Ich ging zu ihr hin. »Woher kennen Sie meinen Namen?«
»Ich weiß noch viel mehr über dich. Mein Name ist Aornis
Hades. Du hast meinen Bruder getötet.«
Ich versuchte mir meine Überraschung nicht anmerken zu
lassen. »Das war Notwehr, Miss Hades. Wenn ich ihn hätte
lebend verhaften können, dann hätte ich das getan.«
»Seit über dreiundachtzig Generationen ist kein Mitglied der
Hades-Familie mehr freiwillig in Gefangenschaft gegangen.«
Ich dachte an die zwei geplatzten Reifen, das Skyrail-Ticket
und die anderen Zufälle, die mich auf die Plattform gebracht
hatten. »Manipulieren Sie vielleicht die Wahrscheinlichkeit,
Miss Hades?«
»Natürlich«, sagte sie, als der Zug in die Station glitt. »Du
wirst jetzt in diesen Zug steigen und anschließend versehentlich
von einem SO-14-Scharfschützen erschossen. Ist das nicht ein
originelles Ende? Von den eigenen Leuten erschossen?«
»Und was ist, wenn ich nicht in den Zug steige? Wenn ich Sie
stattdessen verhafte?«
Aornis kicherte über meine Naivität. »Der gute Acheron war
ein echter Hades, obwohl er seinen Bruder umgebracht hat –
worüber unsere Mutter immer sehr unglücklich war. Aber mit
einigen der wirklich teuflischen Fähigkeiten unserer Familie
war er nie ganz vertraut. Du wirst brav in den Zug steigen,
Thursday – denn du wirst dich an unser kleines Gespräch mit
keinem Gedanken erinnern!«
»Machen Sie sich doch nicht lächerlich!« lachte ich, aber Aornis wandte sich wieder ihrer Puderdose zu, und ich war in
den Zug eingestiegen.
»Was ist los?« fragte Wilbur, der mich verwirrt angestarrt
hatte, während meine Erinnerungen an Aornis zurückkehrten.

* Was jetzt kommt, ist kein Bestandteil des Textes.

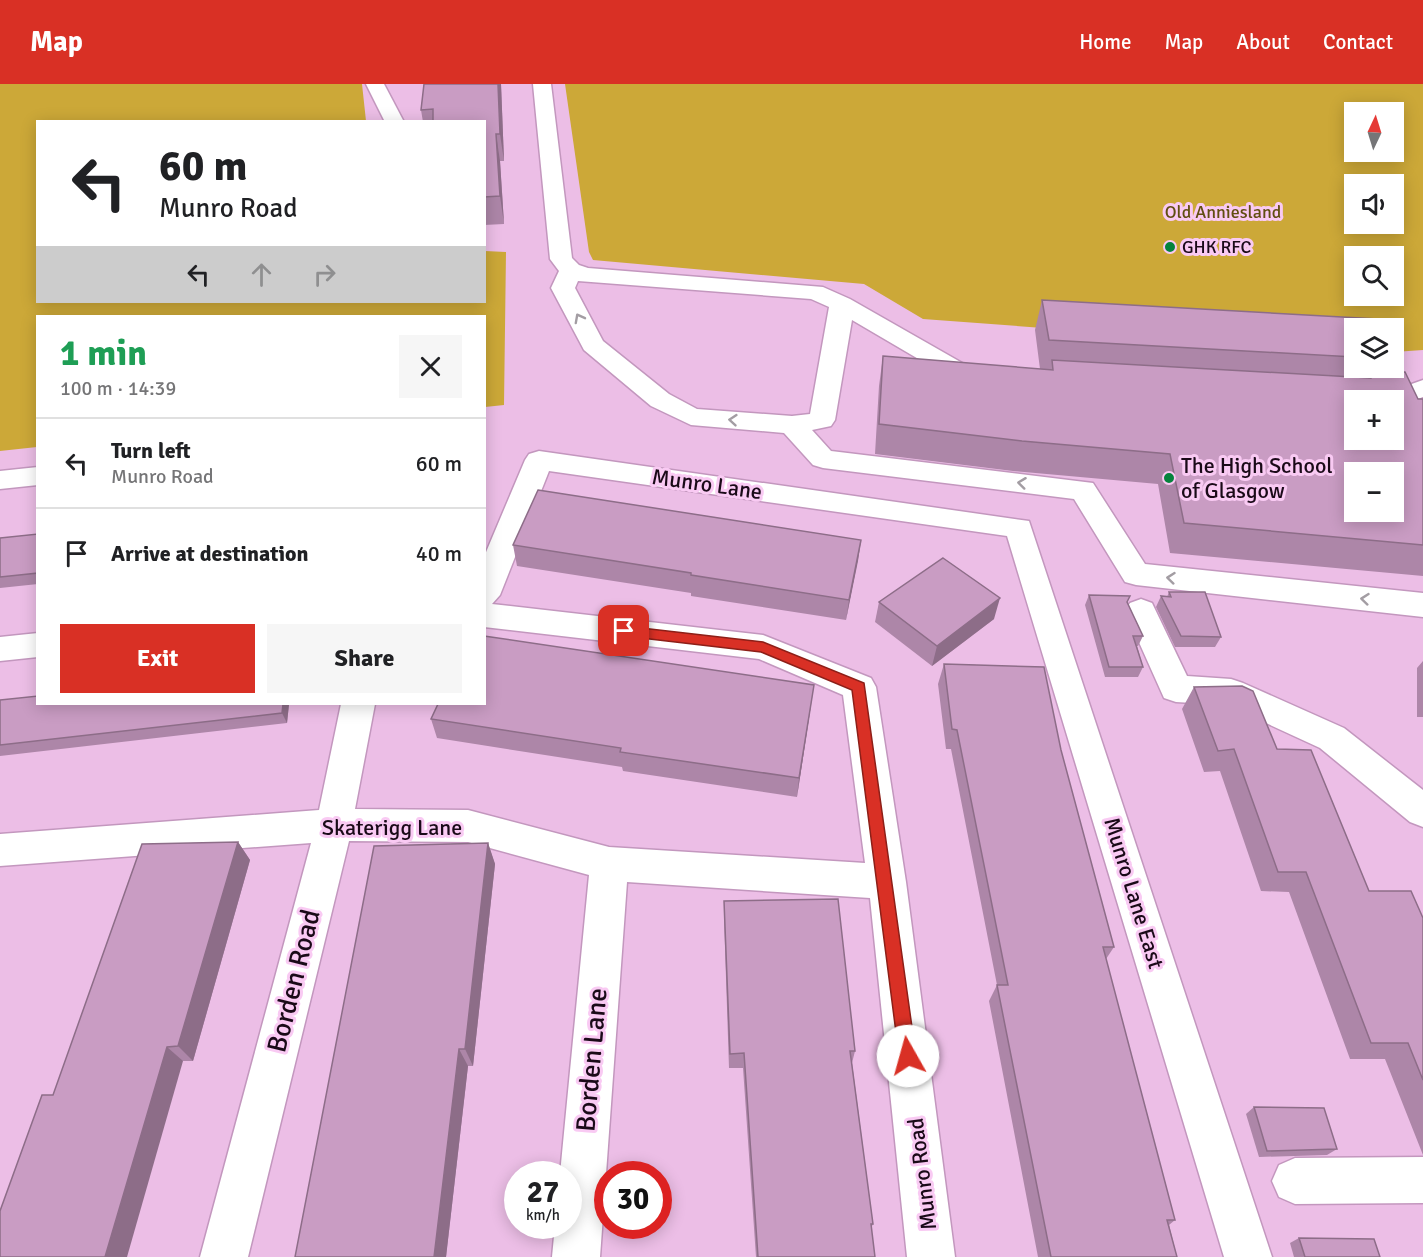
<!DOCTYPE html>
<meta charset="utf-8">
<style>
body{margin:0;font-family:Signika,sans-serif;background:#f6f6f6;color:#202124;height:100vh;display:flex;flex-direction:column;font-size:22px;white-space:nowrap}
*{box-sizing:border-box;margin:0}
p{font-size:20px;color:#757577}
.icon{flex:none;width:33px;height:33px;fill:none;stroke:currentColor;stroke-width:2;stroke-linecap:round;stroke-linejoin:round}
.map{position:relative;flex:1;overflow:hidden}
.drawer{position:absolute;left:36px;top:231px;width:450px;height:390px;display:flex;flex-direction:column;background:#fff;border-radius:0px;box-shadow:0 3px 15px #0003}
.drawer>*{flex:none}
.banner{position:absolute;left:36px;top:36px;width:450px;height:183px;border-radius:0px;box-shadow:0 3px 15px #0003;background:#fff;color:#202124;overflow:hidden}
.needle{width:39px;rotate:4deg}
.fabs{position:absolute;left:1344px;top:18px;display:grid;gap:12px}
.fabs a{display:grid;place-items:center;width:60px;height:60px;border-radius:0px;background:#fff;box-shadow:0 3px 15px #0003;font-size:30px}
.speed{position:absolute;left:504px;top:1077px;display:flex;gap:12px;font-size:30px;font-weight:700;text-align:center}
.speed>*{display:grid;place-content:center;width:78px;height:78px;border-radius:50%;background:#fff;box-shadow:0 3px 15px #0003;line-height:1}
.speed small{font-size:15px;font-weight:400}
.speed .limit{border:9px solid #d22;background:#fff;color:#111}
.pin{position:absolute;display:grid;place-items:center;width:51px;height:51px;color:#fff;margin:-26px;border-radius:12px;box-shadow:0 3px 9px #0006}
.me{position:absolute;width:66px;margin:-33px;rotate:353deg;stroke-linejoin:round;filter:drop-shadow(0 0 4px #0008)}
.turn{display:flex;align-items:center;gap:21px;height:126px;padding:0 24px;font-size:27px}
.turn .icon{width:78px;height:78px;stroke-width:2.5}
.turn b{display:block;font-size:42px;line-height:51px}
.lanes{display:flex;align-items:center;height:57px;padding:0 24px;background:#0003;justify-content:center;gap:30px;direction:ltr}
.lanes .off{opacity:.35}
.round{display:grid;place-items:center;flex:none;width:63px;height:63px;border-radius:0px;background:#f6f6f6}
.head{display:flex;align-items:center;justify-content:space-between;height:102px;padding:0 24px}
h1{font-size:36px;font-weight:700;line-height:45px;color:#1e9e55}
.cta{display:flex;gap:12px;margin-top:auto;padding:12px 24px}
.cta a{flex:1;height:69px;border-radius:0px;background:#d93025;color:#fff;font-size:24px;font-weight:700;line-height:69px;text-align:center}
.cta a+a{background:#f6f6f6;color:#202124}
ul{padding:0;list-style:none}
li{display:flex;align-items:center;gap:18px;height:90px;padding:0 24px;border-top:2px solid #e0e0e0}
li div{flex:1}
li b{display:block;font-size:22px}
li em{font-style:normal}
header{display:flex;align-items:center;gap:36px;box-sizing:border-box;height:84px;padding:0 30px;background:#d93025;color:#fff}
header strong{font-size:28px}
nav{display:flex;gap:33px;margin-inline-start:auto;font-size:21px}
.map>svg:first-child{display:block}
</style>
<header>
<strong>Map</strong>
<nav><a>Home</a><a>Map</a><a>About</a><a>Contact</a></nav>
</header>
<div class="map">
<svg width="1423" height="1173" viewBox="0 0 1423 1173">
<rect width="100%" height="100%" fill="#ecbee6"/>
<g fill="#cca838" fill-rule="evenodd">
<path d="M0,0H362L366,37L38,38V218H484L485,167L506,168L504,321L485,323L484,232H38L37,363L0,367Z"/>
<path d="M565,0H1423V266L1394,268V244H1354V267L923,235L864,200L593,176L589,168ZM1354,28H1394V68H1354ZM1354,100H1394V140H1354ZM1354,172H1394V212H1354Z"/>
</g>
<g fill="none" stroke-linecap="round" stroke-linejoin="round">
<g stroke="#c397be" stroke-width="3">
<g id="minor">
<path d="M366,0H384L404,38H385Z"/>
<path d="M533,0H551L572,174L579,181L588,184L823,203L850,215L971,284L991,286L995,292L991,298L982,300L956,297L852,236L835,336L831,342L812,346L831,367L1093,399L1145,480L1423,509V533L1136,501L1125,498L1074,415L823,384L813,381L784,349L691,341L651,322L584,266L551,204L559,187L550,175ZM578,197L811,215L829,223L810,330L792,332L697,325L669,310L603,257L575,204Z"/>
<path d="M1423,296V313L1394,324V316L1359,315L1363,309L1389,308Z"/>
<path d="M539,367L1029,437L1272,1173H1224L1007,452L549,387L500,511L492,520L763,551L871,594L876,603L906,798L955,1173H907L870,814L627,798L600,1173H552L555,1142H568V1090H560L589,791L468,758L349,757L248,1173H200L311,759L0,782V750L319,726L341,620H375L355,725L468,726L609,763L865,779L843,611L759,575L484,543V473L525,376L529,370Z"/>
<path d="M38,383V401L0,405V387Z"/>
<path d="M1141,515L1152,519L1187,592L1231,595L1243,599L1344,644L1423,706V743L1410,738L1320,664L1227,621L1176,618L1164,614L1125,527L1130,519Z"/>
<path d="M38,549V573L0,577V553Z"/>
<path d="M1423,1073V1119L1295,1120L1279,1113L1272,1097L1279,1081L1295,1074Z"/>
</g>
</g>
<use href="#minor" fill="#fff" fill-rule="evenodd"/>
</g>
<g fill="#ad86a8">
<path d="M424,0H501L504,77H500L504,140L484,141V38H423L421,26Z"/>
<path d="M1042,216L1354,244V284H1394V266L1398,275L1391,288L1418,315H1423V492L1170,469L1158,400L1013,387L875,370L879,302L883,272L1040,285L1035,246Z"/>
<path d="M38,450V500L0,504V454Z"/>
<path d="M861,456L846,536L691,512V509L517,482L513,461Z"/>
<path d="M1169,508L1221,553L1215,563H1175L1156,523L1161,512L1167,513Z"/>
<path d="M1089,511L1127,518L1143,552L1138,562H1137L1143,583L1138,593H1105L1085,521Z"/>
<path d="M879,518L994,535L932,582L875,538Z"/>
<path d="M1423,577V633H1417V584Z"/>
<path d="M944,580L1061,666L1114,863L1106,875L1175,1136L1169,1141L1177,1173H1038L989,917L997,901L951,665H946L938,600Z"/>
<path d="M1194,603L1277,665L1369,807L1423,834V1071L1385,975H1350L1289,808L1261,807L1220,687L1204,688L1182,625Z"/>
<path d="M0,616L289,620L287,639L0,672Z"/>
<path d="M811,621L797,713L623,687L622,683L437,654L431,635Z"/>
<path d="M238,758L250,776L193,977H183L53,1011Z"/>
<path d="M488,759L495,780L473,982H468L446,1173L374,762Z"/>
<path d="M724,817L855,967L852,979L873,1140L871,1144L875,1173H756L743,984H729L724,834Z"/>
<path d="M1254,1023L1337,1065L1327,1071L1259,1073L1246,1030Z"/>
<path d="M1299,1154L1380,1173H1294L1290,1159Z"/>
</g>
<g fill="#8d6d88">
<path d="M498,0H501L504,77L500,50Z"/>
<path d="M496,50L500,77L504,140L500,112Z"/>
<path d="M861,456L858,477L846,536L849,516Z"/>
<path d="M1000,514L994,535L932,582L937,562Z"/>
<path d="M814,601L811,621L797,713L799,694Z"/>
<path d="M283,620H289L287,639L282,629Z"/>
<path d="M238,758L250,776L193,977L178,962Z"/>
<path d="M488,759L495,780L473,982L465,965Z"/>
<path d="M167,963L183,977L127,1173H105Z"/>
<path d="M459,965L468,982L446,1173H434Z"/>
</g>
<g fill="#c99cc3" stroke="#8d6d88" stroke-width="1.5" fill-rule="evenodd">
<path d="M424,0H498L500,50H496L500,112L484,113V38H433V25L421,26Z"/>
<path d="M1042,216L1378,235L1383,244H1354V273L1049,256Z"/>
<path d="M1394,266L1398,275H1394Z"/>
<path d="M883,272L1053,286L1052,276L1371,294L1373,288H1405L1418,315H1423V461L1184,439L1170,370L1022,357L879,340ZM1354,316H1394V356H1354ZM1354,388H1394V428H1354Z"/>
<path d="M538,406L861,456L849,516L691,491V489L513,461Z"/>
<path d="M38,450V489L0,493V454Z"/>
<path d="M943,474L1000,514L937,562L879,518Z"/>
<path d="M1169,508H1205L1221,553L1181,552L1161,512L1171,513Z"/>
<path d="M1089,511L1130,512L1127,518L1143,552H1133L1143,583H1109Z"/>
<path d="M484,552L814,601L799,694L620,668L621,664L431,635L438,620H484Z"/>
<path d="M944,580L1044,583L1061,666L1114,863H1103L1175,1136H1167L1177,1173H1051L997,901H1008L957,646L952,645Z"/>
<path d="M1242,602L1253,607L1277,665L1311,666L1369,807H1411L1423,834V996L1408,959H1371L1306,788H1278L1234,665L1218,667L1194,603Z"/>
<path d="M38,612V620H283L282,629L0,661V616Z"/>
<path d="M238,758L178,962L167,963L105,1173H0V1127L42,1011H53L142,760Z"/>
<path d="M488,759L465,965H459L434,1173H295L374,762Z"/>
<path d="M838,815L855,967H850L873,1140H871L875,1173H758L744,969L730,970L724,817Z"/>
<path d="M1254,1023L1324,1024L1337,1065L1267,1067Z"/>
<path d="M1299,1154L1374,1155L1380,1173H1305Z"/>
</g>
<defs><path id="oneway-chevron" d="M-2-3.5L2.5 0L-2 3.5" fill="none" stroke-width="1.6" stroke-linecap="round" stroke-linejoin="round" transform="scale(1.5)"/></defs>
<g stroke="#a39da3">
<use href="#oneway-chevron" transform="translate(579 234) rotate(-118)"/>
<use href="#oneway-chevron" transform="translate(733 336) rotate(-175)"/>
<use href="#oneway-chevron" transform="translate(1022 399) rotate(-173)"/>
<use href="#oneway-chevron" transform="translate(1171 494) rotate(-174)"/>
<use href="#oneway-chevron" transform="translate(1365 515) rotate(-174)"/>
</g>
<path fill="#d93025" stroke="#8d1f18" stroke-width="1.5" d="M624,542L763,558L864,599L916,972L914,978L908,981L901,978L899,972L852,606L761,568L624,552L617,547Z"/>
<g fill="#05833d" stroke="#f9caf3" stroke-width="2">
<circle cx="1170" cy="163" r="6"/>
<circle cx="1169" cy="394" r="6"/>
</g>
<g text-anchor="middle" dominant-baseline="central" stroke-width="6" stroke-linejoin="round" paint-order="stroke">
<g font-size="18" fill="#614e11" stroke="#f9caf3">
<text x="1223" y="128">Old Anniesland</text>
</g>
<g font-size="18" fill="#1a0a18" stroke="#f9caf3" text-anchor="start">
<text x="1182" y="163">GHK RFC</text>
</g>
<g font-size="22" fill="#1a0a18" stroke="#f9caf3" text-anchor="start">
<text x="1181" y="381">The High School<tspan x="1181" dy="25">of Glasgow</tspan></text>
</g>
<g font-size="22" fill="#1a0a18" stroke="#f9caf3">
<text transform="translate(707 400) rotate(8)">Munro Lane</text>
<text x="392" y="743">Skaterigg Lane</text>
<text transform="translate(1134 809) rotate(73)">Munro Lane East</text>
<text transform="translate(922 1090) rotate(-97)">Munro Road</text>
</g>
<g font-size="27" fill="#1a0a18" stroke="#f9caf3">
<text transform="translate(294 897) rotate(-76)">Borden Road</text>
<text transform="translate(592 976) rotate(-85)">Borden Lane</text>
</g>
</g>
</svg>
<div class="fabs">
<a><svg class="needle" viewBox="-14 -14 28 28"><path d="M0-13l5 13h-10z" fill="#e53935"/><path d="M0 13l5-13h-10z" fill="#757577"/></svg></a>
<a><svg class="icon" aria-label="sound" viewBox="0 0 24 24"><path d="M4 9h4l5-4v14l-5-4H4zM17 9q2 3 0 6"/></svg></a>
<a><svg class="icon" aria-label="search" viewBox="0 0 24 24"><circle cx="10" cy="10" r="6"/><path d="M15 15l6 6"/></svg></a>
<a><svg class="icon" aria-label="layers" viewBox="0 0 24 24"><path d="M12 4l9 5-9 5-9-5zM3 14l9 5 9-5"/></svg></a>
<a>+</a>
<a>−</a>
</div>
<div class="speed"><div>27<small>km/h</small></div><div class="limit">30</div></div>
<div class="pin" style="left:624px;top:547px;background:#d93025"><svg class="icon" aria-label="arrive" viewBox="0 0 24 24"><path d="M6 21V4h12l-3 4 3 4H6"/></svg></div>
<svg class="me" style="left:908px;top:972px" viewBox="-20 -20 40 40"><circle r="19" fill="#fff"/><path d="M0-13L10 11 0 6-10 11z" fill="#d93025"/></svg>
<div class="banner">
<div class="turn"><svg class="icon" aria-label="left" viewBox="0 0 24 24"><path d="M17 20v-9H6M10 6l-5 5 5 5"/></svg><div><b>60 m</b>Munro Road</div></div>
<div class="lanes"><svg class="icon" aria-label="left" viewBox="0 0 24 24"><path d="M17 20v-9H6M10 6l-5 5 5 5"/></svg><svg class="icon off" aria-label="ahead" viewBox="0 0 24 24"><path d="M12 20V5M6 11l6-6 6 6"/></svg><svg class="icon off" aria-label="right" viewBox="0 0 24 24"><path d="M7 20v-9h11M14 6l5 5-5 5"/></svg></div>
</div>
<section class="drawer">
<div class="head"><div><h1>1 min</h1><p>100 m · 14:39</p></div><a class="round"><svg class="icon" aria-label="close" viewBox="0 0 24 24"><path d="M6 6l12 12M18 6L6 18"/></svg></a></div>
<ul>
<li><svg class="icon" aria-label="left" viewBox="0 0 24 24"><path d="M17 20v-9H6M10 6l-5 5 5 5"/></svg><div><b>Turn left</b><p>Munro Road</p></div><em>60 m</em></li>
<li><svg class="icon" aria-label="arrive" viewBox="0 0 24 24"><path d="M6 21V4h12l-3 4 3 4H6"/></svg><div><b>Arrive at destination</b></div><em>40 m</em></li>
</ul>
<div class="cta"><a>Exit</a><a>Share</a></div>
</section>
</div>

»Wiedererlangte Erinnerung«, sagte ich grimmig. Wieder
flackerten die Lichter. Das erste Notstromaggregat war zusammengebrochen. Ich sah auf die Uhr. Wir hatten noch sechs
Minuten.
»Thursday?« murmelte Wilbur mit zitternden Lippen. »Ich
habe Angst.«
»Ich auch, Will. Sei mal einen Augenblick still.«
Ich dachte an meine zweite Begegnung mit Aornis zurück.
Als sie in Uffington als Violet De'ath posiert hatte, waren wir
nicht allein gewesen, deshalb hatte sie nichts gesagt. Aber beim
nächsten Mal, in Osaka, als der Wahrsager vom Blitz erschlagen
worden war, hatte sie sich zu mir auf die Bank gesetzt.
»Schlauer Trick, das Zufallsprinzip so zu benutzen«, sagte sie
und hatte ihre Einkaufstüten so hingestellt, dass sie nicht umfielen. »Das nächste Mal kommst du nicht so billig davon. Ach, ja,
weil wir gerade dabei sind: Wie bist du aus dem Schlamassel mit
dem Skyrail rausgekommen?«
Ich hatte keine Lust, die Fragen zu beantworten. »Was machen Sie mit mir?« fragte ich. »Was stellen Sie mit meinem Kopf
an?«
»Eine einfache Erinnerungslöschung. Ich bin mnemomorph.
Meine besondere Stärke besteht darin, dass man mich sofort
wieder vergisst. Du wirst mich nie schnappen, weil du sofort
wieder vergisst, dass du mich je getroffen hast. Ich kann jede
Erinnerung an mich so schnell löschen, dass ich de facto unsichtbar werde. Ich kann hingehen, wo ich will, stehlen, was ich
will – und wenn ich will, kann ich im hellen Tageslicht morden.«
»Sehr schlau, Miss Hades.«
»Nenn mich doch bitte Aornis. Ich möchte, dass wir Freundinnen werden.« Sie strich sich die Haare hinter die Ohren
zurück und betrachtete ihre Fingernägel, ehe sie sagte: »Ich
habe gerade einen wunderschönen Kaschmirpullover gesehen.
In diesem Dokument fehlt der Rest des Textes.